I took another look into __collapse_huge_page_swapin(), which just check
is_swap_pte() before do_swap_page().

Thanks for pointing that out.

A function that is called __collapse_huge_page_swapin() and documented to "Bring missing pages in from swap" will handle other types as well.

Unbelievable horrible.

So let's think this through so we can document it in the changelog properly.

We could have currently ended up in do_swap_page() with

(1) Migration entries. We would have waited.

-> Maybe worth it to wait, maybe not. I suspect we don't stumble into
   that frequently such that we don't care. We could always unlock this
   separately later.

(2) Device-exclusive entries. We would have converted to non-exclusive.

-> See make_device_exclusive(), we cannot tolerate PMD entries and have
   to split them through FOLL_SPLIT_PMD. As popped up during a recent
   discussion, collapsing here is actually counter-productive, because
   the next conversion will PTE-map it again. (until recently, it would
   not have worked with large folios at all IIRC).

-> Ok to not collapse.

(3) Device-private entries. We would have migrated to RAM.

-> Device-private still does not support THPs, so collapsing right now just means that the next device access would split the folio again.

-> Ok to not collapse.

(4) HWPoison entries

-> Cannot collapse

(5) Markers

-> Cannot collapse

I suggest we add that in some form to the patch description, stating that we can unlock later what we really need, and not account it towards max_swap_ptes.

We have filtered non-swap entries in hpage_collapse_scan_pmd(), but we drop
mmap lock before isolation. This looks we may have a chance to get non-swap
entry.

Thanks for pointing that out!

Yep, there is a theoretical window between dropping the mmap lock
after the initial scan and re-acquiring it for isolation.

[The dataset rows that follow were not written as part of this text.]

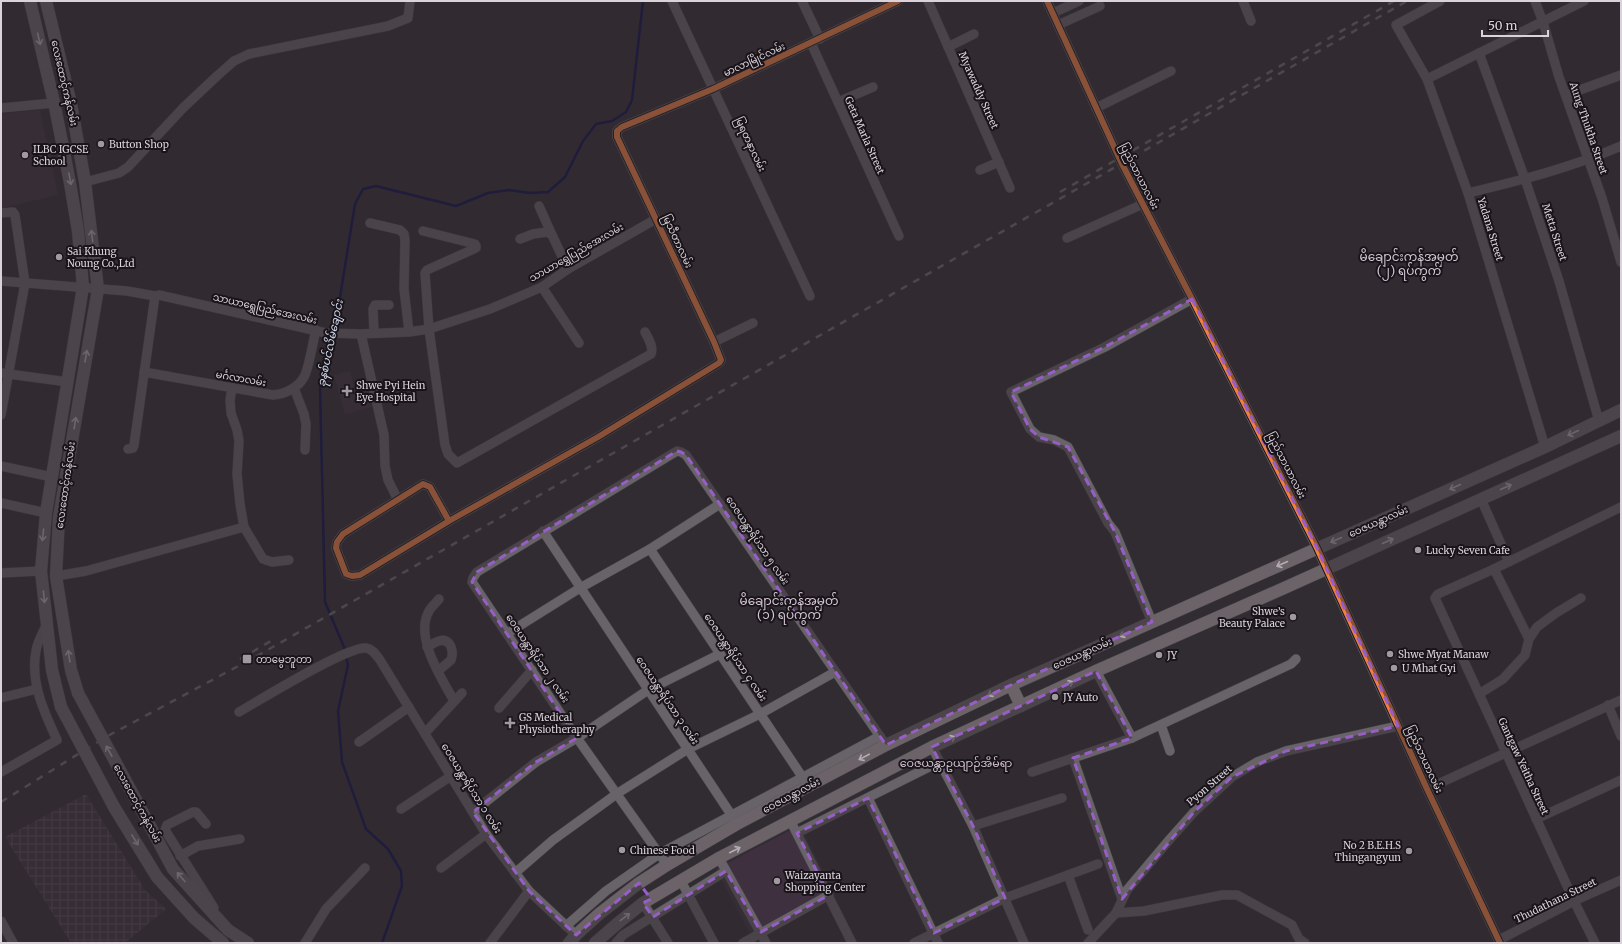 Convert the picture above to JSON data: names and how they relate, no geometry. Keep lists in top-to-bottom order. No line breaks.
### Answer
{"streets":{"main road":["လေးထောင့်ကန်လမ်း","ဝေဇယန္တာလမ်း"],"street":["မာလာမြိုင်လမ်း","Myawaddy Street","Aung Thukha Street","Geta Marla Street","မြရတနာလမ်း","ပြည်သာယာလမ်း","Yadana Street","Metta Street","မြသီတာလမ်း","သာယာရွှေပြည်အေးလမ်း","မင်္ဂလာလမ်း","ဝေဇယန္တာရိပ်သာ ၅ လမ်း","ဝေဇယန္တာရိပ်သာ ၄ လမ်း","ဝေဇယန္တာရိပ်သာ ၂ လမ်း","ဝေဇယန္တာရိပ်သာ ၃ လမ်း","Gantgaw Yeitha Street","Pyon Street","ဝေဇယန္တာရိပ်သာ ၁ လမ်း","Thudathana Street"]},"crossings":[["မာလာမြိုင်လမ်း","Geta Marla Street"],["မာလာမြိုင်လမ်း","မြရတနာလမ်း"],["မာလာမြိုင်လမ်း","မြသီတာလမ်း"],["လေးထောင့်ကန်လမ်း","သာယာရွှေပြည်အေးလမ်း"],["ပြည်သာယာလမ်း","ဝေဇယန္တာလမ်း"],["ပြည်သာယာလမ်း","Pyon Street"],["ပြည်သာယာလမ်း","Thudathana Street"],["Yadana Street","ဝေဇယန္တာလမ်း"],["Metta Street","ဝေဇယန္တာလမ်း"],["မြသီတာလမ်း","သာယာရွှေပြည်အေးလမ်း"],["ဝေဇယန္တာလမ်း","ဝေဇယန္တာရိပ်သာ ၅ လမ်း"],["ဝေဇယန္တာလမ်း","ဝေဇယန္တာရိပ်သာ ၄ လမ်း"],["ဝေဇယန္တာလမ်း","ဝေဇယန္တာရိပ်သာ ၂ လမ်း"],["ဝေဇယန္တာလမ်း","ဝေဇယန္တာရိပ်သာ ၃ လမ်း"],["ဝေဇယန္တာလမ်း","ဝေဇယန္တာရိပ်သာ ၁ လမ်း"],["ဝေဇယန္တာရိပ်သာ ၅ လမ်း","ဝေဇယန္တာရိပ်သာ ၂ လမ်း"],["ဝေဇယန္တာရိပ်သာ ၅ လမ်း","ဝေဇယန္တာရိပ်သာ ၃ လမ်း"],["ဝေဇယန္တာရိပ်သာ ၂ လမ်း","ဝေဇယန္တာရိပ်သာ ၃ လမ်း"],["Gantgaw Yeitha Street","Thudathana Street"]],"districts":["မိချောင်းကန်အမှတ် (၂) ရပ်ကွက်","မိချောင်းကန်အမှတ် (၁) ရပ်ကွက်","ဝေဇယန္တာဥယျာဉ်အိမ်ရာ"],"water":["ခုနစ်ပင်လိမ်ချောင်း"],"places":{"other":["Button Shop","ILBC IGCSE School","Sai Khung Noung Co.,Ltd","Lucky Seven Cafe","Shwe’s Beauty Palace","Shwe Myat Manaw","JY","U Mhat Gyi","JY Auto","Chinese Food","No 2 B.E.H.S Thingangyun","Waizayanta Shopping Center"],"health":["Shwe Pyi Hein Eye Hospital","GS Medical Physiotheraphy"],"transit":["တာမွေဘူတာ"]},"scale_bar":"50 m"} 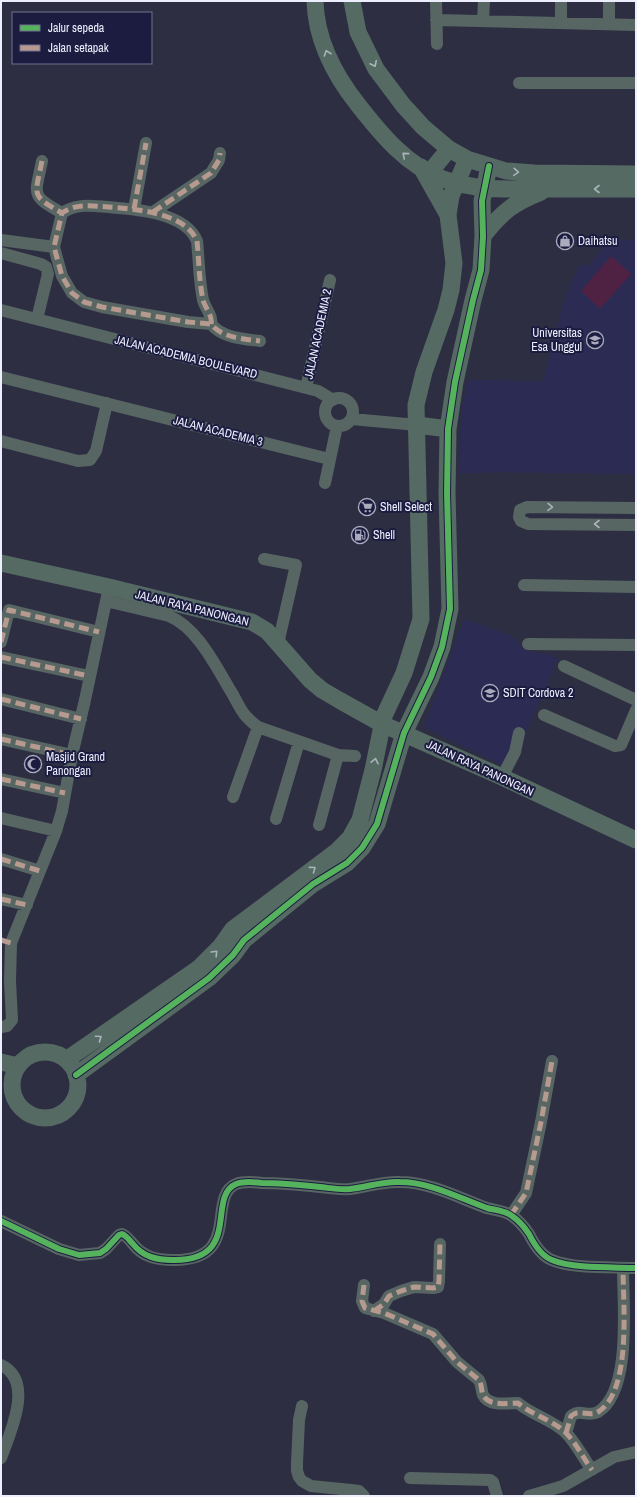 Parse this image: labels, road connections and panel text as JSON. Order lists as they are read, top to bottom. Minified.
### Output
{"streets":{"street":["JALAN ACADEMIA 2","JALAN ACADEMIA BOULEVARD","JALAN ACADEMIA 3","JALAN RAYA PANONGAN"]},"crossings":[["JALAN ACADEMIA 2","JALAN ACADEMIA BOULEVARD"]],"places":{"shop":["Daihatsu"],"school or university":["Universitas Esa Unggul","SDIT Cordova 2"],"supermarket":["Shell Select"],"fuel station":["Shell"],"mosque":["Masjid Grand Panongan"]},"legend":["Jalur sepeda","Jalan setapak"]} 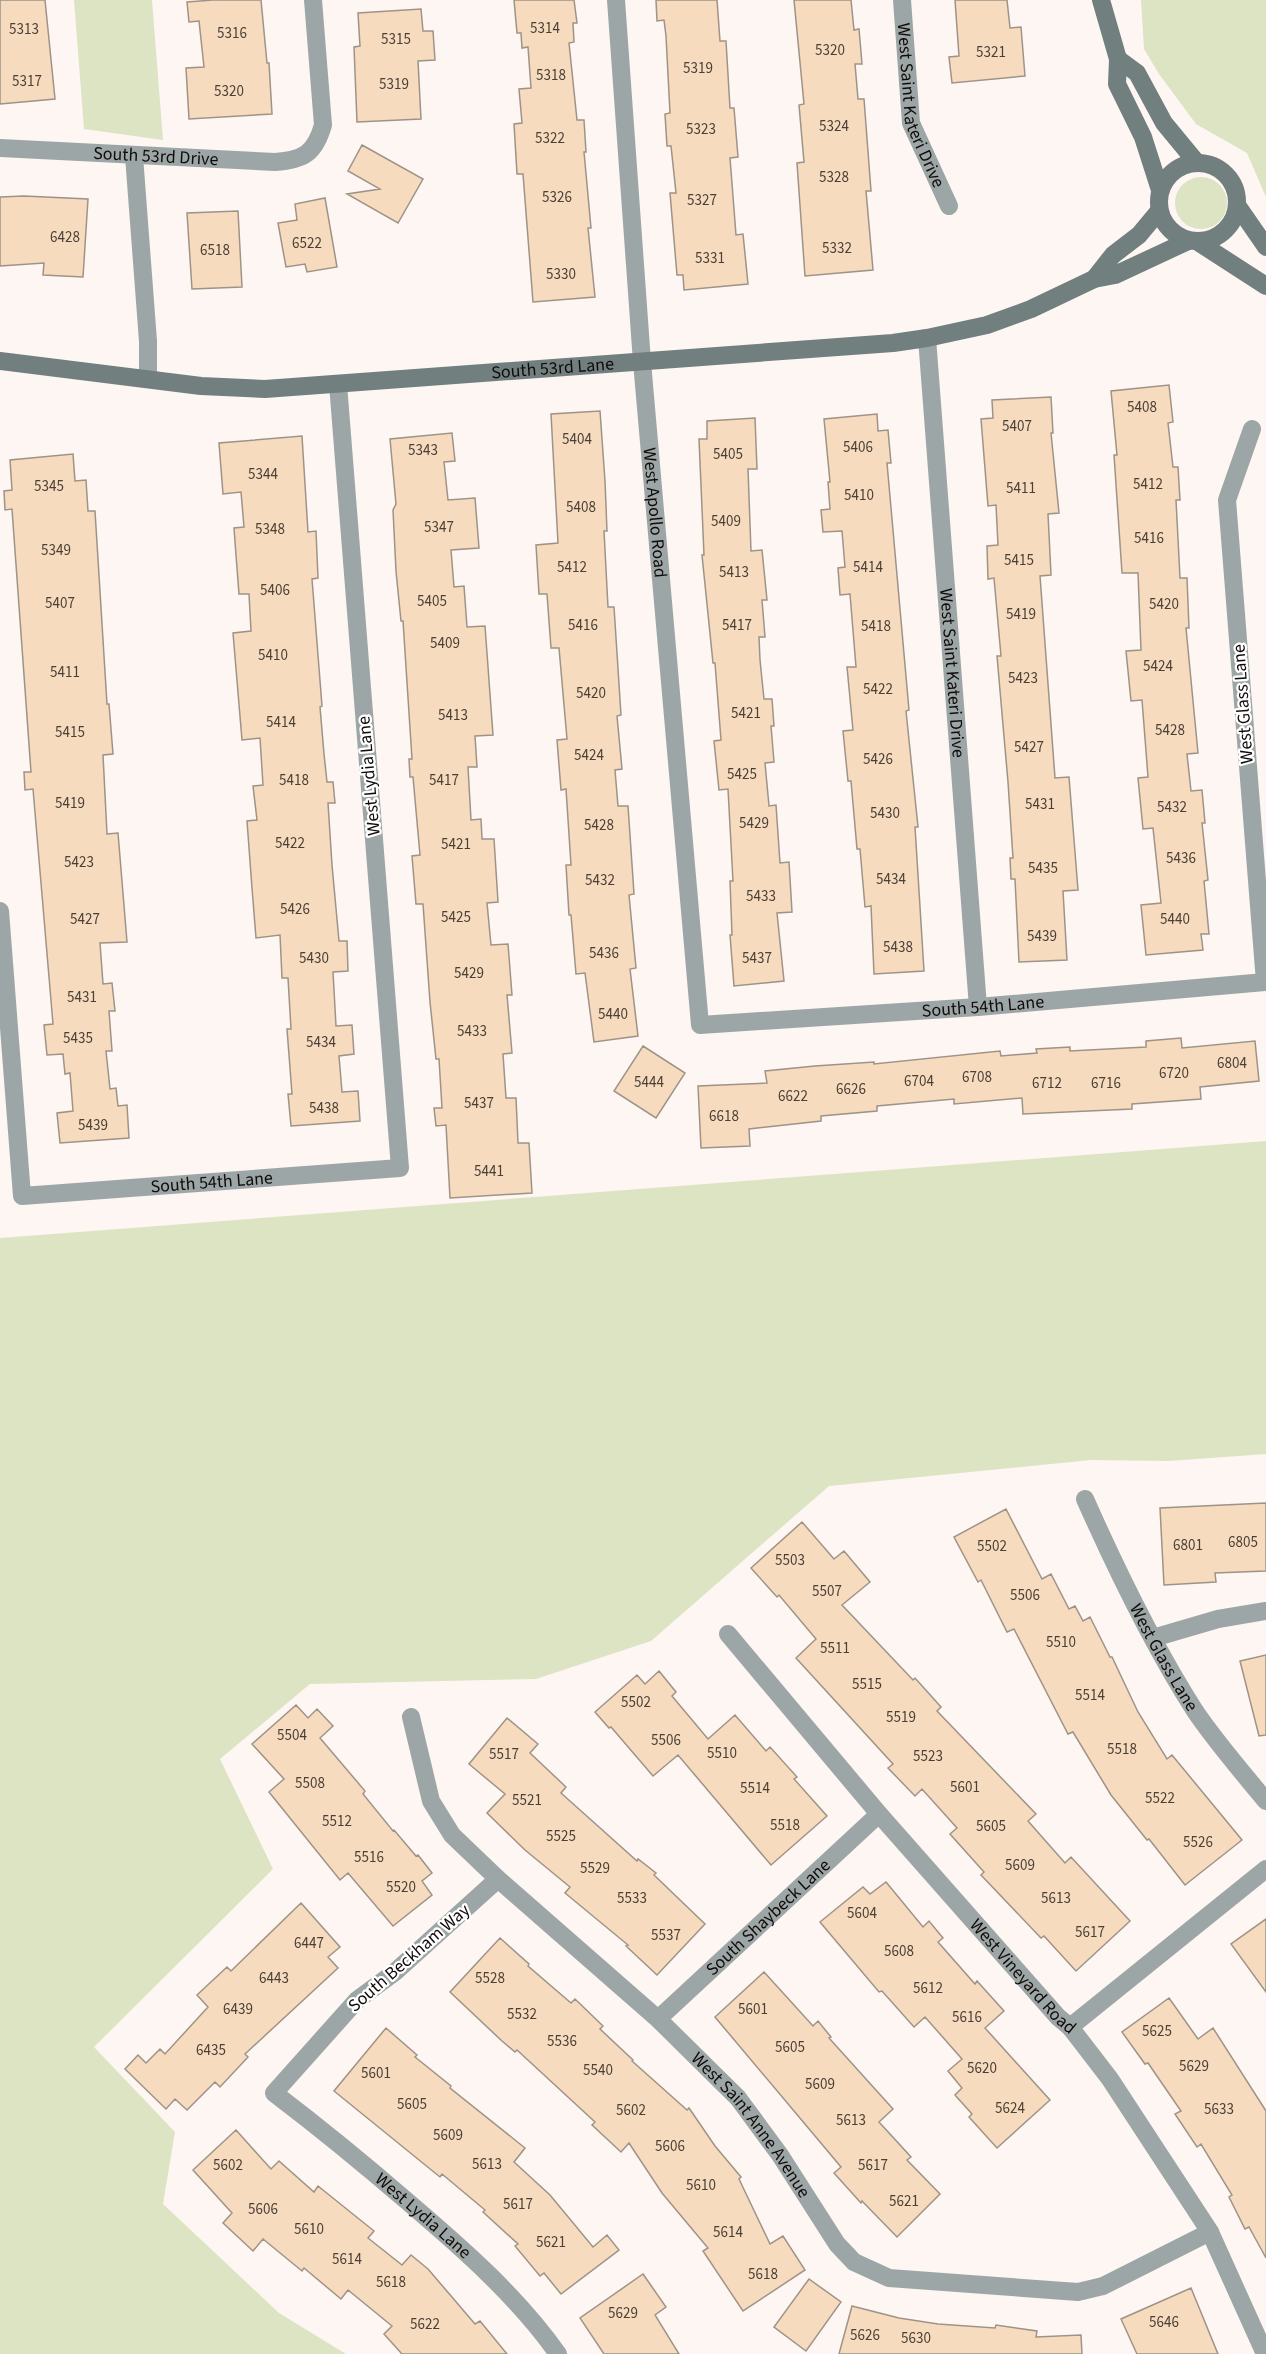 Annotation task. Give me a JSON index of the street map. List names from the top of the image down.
{
  "streets": {
    "street": [
      "West Saint Kateri Drive",
      "South 53rd Drive",
      "South 53rd Lane",
      "West Apollo Road",
      "West Glass Lane",
      "West Lydia Lane",
      "South 54th Lane",
      "South Shaybeck Lane",
      "South Beckham Way",
      "West Vineyard Road",
      "West Saint Anne Avenue"
    ]
  },
  "crossings": [
    ["West Saint Kateri Drive", "South 53rd Lane"],
    ["West Saint Kateri Drive", "South 54th Lane"],
    ["South 53rd Lane", "West Apollo Road"],
    ["South 53rd Lane", "West Lydia Lane"],
    ["West Apollo Road", "South 54th Lane"],
    ["West Glass Lane", "South 54th Lane"],
    ["West Lydia Lane", "South 54th Lane"],
    ["West Lydia Lane", "South Beckham Way"],
    ["South Shaybeck Lane", "West Vineyard Road"],
    ["South Shaybeck Lane", "West Saint Anne Avenue"],
    ["South Beckham Way", "West Saint Anne Avenue"],
    ["West Vineyard Road", "West Saint Anne Avenue"]
  ],
  "house_numbers": [
    "5314",
    "5313",
    "5316",
    "5315",
    "5320",
    "5321",
    "5319",
    "5318",
    "5317",
    "5319",
    "5320",
    "5324",
    "5323",
    "5322",
    "5328",
    "5326",
    "5327",
    "6428",
    "6522",
    "5332",
    "6518",
    "5331",
    "5330",
    "5408",
    "5407",
    "5404",
    "5406",
    "5343",
    "5405",
    "5344",
    "5412",
    "5345",
    "5411",
    "5410",
    "5408",
    "5409",
    "5347",
    "5348",
    "5416",
    "5349",
    "5415",
    "5412",
    "5414",
    "5413",
    "5406",
    "5405",
    "5407",
    "5420",
    "5419",
    "5416",
    "5417",
    "5418",
    "5409",
    "5410",
    "5424",
    "5411",
    "5423",
    "5422",
    "5420",
    "5421",
    "5413",
    "5414",
    "5428",
    "5415",
    "5427",
    "5424",
    "5426",
    "5425",
    "5418",
    "5417",
    "5419",
    "5431",
    "5432",
    "5430",
    "5429",
    "5428",
    "5422",
    "5421",
    "5436",
    "5423",
    "5435",
    "5434",
    "5432",
    "5433",
    "5426",
    "5425",
    "5427",
    "5440",
    "5439",
    "5438",
    "5436",
    "5430",
    "5437",
    "5429",
    "5431",
    "5440",
    "5433",
    "5435",
    "5434",
    "6804",
    "6720",
    "6708",
    "6704",
    "5444",
    "6712",
    "6716",
    "6626",
    "6622",
    "5437",
    "5438",
    "6618",
    "5439",
    "5441",
    "6805",
    "6801",
    "5502",
    "5503",
    "5507",
    "5506",
    "5510",
    "5511",
    "5515",
    "5514",
    "5502",
    "5519",
    "5504",
    "5506",
    "5518",
    "5510",
    "5517",
    "5523",
    "5508",
    "5601",
    "5514",
    "5522",
    "5521",
    "5512",
    "5518",
    "5605",
    "5525",
    "5526",
    "5516",
    "5609",
    "5529",
    "5520",
    "5533",
    "5613",
    "5604",
    "5617",
    "5537",
    "6447",
    "5608",
    "6443",
    "5528",
    "5612",
    "6439",
    "5601",
    "5532",
    "5616",
    "5625",
    "5536",
    "5605",
    "6435",
    "5629",
    "5620",
    "5540",
    "5601",
    "5609",
    "5605",
    "5624",
    "5633",
    "5602",
    "5613",
    "5609",
    "5606",
    "5613",
    "5602",
    "5617",
    "5610",
    "5621",
    "5617",
    "5606",
    "5610",
    "5614",
    "5621",
    "5614",
    "5618",
    "5618",
    "5629",
    "5646",
    "5622",
    "5626",
    "5630"
  ]
}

Do you think it is reasonable to add a non_swap_entry() check before
do_swap_page()?

However, that seems unlikely in practice. IMHO, the early check in
hpage_collapse_scan_pmd() is sufficient for now, so I'd prefer to
keep it as-is :)

I think we really should add that check, as per reasoning above.

I was looking into some possible races with uffd-wp being set before we enter do_swap_page(), but I think it might be okay (although very confusing).

How about the version below?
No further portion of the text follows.